:: REQUIRED ACTION ::
The line containing "width:16px; height:16px; translate:-50%" marks the end; copy exactly all lines from the start of the material up to and including it.

==== TASK INPUTS

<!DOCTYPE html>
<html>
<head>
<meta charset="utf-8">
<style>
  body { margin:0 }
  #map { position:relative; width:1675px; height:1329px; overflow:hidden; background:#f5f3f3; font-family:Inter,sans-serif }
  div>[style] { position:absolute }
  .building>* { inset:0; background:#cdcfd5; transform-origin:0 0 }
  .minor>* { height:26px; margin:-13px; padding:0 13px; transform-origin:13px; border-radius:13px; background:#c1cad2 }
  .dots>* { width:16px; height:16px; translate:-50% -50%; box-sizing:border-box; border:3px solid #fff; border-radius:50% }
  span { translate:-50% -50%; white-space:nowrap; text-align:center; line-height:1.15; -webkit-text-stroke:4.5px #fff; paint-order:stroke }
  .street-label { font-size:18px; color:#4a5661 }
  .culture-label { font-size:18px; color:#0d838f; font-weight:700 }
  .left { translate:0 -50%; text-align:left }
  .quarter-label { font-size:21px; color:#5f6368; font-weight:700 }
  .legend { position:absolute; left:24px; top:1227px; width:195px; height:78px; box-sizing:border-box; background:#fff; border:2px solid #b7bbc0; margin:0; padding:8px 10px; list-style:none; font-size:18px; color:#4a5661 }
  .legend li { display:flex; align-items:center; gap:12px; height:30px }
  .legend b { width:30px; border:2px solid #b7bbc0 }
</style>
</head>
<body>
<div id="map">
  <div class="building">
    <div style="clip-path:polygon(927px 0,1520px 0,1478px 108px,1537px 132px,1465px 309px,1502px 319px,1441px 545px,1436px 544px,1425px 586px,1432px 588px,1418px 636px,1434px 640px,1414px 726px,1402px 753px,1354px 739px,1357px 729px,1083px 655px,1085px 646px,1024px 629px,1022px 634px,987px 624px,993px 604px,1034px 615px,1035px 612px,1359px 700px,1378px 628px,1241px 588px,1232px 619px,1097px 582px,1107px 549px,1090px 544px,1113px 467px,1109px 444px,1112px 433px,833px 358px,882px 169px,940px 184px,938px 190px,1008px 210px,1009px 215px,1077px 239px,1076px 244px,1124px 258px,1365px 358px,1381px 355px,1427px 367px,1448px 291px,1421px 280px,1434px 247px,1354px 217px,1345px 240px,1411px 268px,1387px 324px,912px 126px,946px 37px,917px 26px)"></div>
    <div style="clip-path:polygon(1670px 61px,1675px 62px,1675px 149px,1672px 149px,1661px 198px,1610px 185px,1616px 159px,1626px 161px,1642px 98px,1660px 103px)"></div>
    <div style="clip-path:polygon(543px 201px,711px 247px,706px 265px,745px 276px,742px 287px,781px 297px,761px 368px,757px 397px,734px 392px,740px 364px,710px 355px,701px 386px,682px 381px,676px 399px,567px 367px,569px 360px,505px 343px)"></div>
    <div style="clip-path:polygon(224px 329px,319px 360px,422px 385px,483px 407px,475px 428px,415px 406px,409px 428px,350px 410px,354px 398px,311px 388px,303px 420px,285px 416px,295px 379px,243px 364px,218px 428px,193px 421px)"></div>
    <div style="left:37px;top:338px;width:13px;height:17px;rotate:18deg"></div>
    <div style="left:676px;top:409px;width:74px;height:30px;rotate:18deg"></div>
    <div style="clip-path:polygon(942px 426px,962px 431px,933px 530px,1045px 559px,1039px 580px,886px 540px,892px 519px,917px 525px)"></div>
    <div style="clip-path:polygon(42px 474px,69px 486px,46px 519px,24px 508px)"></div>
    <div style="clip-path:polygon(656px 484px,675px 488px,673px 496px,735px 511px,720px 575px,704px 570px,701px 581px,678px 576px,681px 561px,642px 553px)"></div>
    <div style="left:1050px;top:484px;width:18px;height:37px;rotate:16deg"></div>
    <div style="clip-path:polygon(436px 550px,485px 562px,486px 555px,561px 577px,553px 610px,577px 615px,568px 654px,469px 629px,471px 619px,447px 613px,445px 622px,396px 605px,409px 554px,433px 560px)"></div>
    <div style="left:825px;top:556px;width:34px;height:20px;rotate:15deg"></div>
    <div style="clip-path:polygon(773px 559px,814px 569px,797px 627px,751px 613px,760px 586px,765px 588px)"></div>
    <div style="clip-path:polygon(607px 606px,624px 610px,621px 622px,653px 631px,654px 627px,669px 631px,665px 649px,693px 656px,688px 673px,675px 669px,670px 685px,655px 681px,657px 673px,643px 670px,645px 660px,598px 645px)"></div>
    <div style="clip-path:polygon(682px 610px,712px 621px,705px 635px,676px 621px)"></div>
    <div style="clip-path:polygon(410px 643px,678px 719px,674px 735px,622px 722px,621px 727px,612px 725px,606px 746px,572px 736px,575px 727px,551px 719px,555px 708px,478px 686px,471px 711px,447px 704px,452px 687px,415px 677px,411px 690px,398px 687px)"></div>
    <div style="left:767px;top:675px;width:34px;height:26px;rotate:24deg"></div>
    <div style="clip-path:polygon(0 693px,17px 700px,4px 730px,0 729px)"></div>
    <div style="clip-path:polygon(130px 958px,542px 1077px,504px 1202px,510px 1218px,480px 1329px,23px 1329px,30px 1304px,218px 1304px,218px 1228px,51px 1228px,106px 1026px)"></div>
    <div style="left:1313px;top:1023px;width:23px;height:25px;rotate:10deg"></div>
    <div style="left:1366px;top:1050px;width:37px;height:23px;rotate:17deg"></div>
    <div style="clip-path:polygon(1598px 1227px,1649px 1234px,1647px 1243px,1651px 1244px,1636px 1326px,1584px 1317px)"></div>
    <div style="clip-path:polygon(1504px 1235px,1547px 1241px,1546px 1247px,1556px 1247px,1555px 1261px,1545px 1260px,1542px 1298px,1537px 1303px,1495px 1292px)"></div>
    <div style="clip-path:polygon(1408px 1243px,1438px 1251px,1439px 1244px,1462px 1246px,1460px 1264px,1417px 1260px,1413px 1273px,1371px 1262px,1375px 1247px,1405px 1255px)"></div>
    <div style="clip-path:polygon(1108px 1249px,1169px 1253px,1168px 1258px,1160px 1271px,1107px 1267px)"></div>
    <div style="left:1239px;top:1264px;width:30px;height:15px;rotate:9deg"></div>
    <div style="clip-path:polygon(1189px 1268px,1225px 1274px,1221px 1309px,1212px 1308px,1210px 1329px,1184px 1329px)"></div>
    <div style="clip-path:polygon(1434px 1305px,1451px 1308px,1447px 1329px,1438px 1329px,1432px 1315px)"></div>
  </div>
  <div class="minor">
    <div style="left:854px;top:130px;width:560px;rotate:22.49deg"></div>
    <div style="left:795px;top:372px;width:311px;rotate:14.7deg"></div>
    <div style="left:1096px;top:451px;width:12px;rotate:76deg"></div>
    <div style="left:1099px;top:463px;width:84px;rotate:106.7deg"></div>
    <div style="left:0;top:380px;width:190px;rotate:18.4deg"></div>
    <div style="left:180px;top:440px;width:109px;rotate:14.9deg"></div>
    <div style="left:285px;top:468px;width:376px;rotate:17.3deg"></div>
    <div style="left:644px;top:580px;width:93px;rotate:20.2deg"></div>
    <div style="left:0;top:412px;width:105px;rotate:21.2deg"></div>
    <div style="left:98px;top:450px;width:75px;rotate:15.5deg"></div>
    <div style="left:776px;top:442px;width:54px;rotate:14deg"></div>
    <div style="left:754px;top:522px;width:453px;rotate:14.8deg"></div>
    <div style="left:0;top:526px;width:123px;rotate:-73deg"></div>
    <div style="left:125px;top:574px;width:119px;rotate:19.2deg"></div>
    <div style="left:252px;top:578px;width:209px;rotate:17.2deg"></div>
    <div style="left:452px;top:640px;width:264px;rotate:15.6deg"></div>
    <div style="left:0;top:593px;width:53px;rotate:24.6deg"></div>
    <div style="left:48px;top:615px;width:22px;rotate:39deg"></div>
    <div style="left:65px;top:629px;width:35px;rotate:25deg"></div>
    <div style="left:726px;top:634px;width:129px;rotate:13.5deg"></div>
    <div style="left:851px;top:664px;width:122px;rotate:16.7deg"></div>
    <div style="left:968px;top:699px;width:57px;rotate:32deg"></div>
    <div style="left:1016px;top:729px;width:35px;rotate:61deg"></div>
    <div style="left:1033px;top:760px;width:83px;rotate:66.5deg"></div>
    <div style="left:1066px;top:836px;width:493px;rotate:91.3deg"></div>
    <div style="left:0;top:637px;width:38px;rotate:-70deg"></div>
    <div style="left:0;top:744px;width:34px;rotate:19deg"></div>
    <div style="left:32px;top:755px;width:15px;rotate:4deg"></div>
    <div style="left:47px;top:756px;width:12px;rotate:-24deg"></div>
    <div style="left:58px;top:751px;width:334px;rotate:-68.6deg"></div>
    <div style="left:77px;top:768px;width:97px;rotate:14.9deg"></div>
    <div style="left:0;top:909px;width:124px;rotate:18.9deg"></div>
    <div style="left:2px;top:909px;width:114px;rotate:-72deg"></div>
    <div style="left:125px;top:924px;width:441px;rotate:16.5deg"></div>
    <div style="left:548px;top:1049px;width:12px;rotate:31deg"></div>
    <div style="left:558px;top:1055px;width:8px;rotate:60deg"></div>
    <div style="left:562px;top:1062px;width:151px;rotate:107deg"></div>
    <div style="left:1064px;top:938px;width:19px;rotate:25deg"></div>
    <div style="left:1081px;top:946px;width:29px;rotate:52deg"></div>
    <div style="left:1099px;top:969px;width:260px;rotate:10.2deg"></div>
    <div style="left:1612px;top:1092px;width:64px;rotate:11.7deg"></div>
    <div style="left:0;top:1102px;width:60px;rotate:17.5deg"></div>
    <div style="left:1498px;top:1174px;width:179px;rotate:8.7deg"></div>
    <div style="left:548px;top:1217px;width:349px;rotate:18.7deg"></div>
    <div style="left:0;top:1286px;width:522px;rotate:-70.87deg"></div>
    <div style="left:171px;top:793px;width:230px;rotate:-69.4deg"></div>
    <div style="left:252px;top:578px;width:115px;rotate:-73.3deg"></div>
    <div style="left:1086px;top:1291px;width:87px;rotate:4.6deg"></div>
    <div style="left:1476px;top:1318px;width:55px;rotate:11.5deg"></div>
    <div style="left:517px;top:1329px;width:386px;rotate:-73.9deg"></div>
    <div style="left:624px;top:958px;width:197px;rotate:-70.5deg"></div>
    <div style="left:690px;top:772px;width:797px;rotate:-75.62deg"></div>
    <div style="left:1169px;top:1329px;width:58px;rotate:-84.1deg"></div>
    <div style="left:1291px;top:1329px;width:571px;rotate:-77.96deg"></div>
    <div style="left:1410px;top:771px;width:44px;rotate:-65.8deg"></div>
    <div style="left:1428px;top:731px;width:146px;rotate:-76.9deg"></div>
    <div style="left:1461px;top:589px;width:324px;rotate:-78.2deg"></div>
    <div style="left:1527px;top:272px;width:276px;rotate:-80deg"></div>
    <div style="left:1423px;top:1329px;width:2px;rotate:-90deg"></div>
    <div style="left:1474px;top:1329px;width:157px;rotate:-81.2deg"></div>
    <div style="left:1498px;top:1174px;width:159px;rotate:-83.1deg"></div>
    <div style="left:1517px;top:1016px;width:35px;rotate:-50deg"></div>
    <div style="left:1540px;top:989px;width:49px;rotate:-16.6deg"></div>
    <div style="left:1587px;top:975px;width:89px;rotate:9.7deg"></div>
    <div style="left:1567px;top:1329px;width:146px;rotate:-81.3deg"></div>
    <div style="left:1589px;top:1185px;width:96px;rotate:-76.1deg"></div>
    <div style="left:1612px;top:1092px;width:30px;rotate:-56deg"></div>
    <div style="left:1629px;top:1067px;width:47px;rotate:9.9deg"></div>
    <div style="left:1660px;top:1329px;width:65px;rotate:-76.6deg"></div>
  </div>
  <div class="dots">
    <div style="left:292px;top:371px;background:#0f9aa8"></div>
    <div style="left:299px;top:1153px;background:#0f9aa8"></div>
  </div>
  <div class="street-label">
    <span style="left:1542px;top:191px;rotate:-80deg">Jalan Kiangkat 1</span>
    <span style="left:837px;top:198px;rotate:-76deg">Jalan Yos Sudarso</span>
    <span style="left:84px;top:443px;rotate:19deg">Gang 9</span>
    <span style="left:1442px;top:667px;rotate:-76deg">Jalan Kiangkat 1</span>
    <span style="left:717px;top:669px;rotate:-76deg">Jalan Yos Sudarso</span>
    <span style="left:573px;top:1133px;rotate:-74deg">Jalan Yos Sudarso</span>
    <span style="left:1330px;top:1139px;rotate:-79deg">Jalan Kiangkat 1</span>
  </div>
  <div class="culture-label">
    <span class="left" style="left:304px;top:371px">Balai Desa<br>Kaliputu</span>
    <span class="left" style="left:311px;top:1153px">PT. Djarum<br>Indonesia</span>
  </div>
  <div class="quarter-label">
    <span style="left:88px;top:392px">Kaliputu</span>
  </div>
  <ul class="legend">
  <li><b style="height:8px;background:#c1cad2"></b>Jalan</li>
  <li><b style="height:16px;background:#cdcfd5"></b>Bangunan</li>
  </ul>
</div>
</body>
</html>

========

:: EXERCISE RESPONSE ::
<!DOCTYPE html>
<html>
<head>
<meta charset="utf-8">
<style>
  body { margin:0 }
  #map { position:relative; width:1675px; height:1329px; overflow:hidden; background:#f5f3f3; font-family:Inter,sans-serif }
  div>[style] { position:absolute }
  .building>* { inset:0; background:#cdcfd5; transform-origin:0 0 }
  .minor>* { height:26px; margin:-13px; padding:0 13px; transform-origin:13px; border-radius:13px; background:#c1cad2 }
  .dots>* { width:16px; height:16px; translate:-50% -50%; box-sizing:border-box; border:3px solid #fff; border-radius:50% }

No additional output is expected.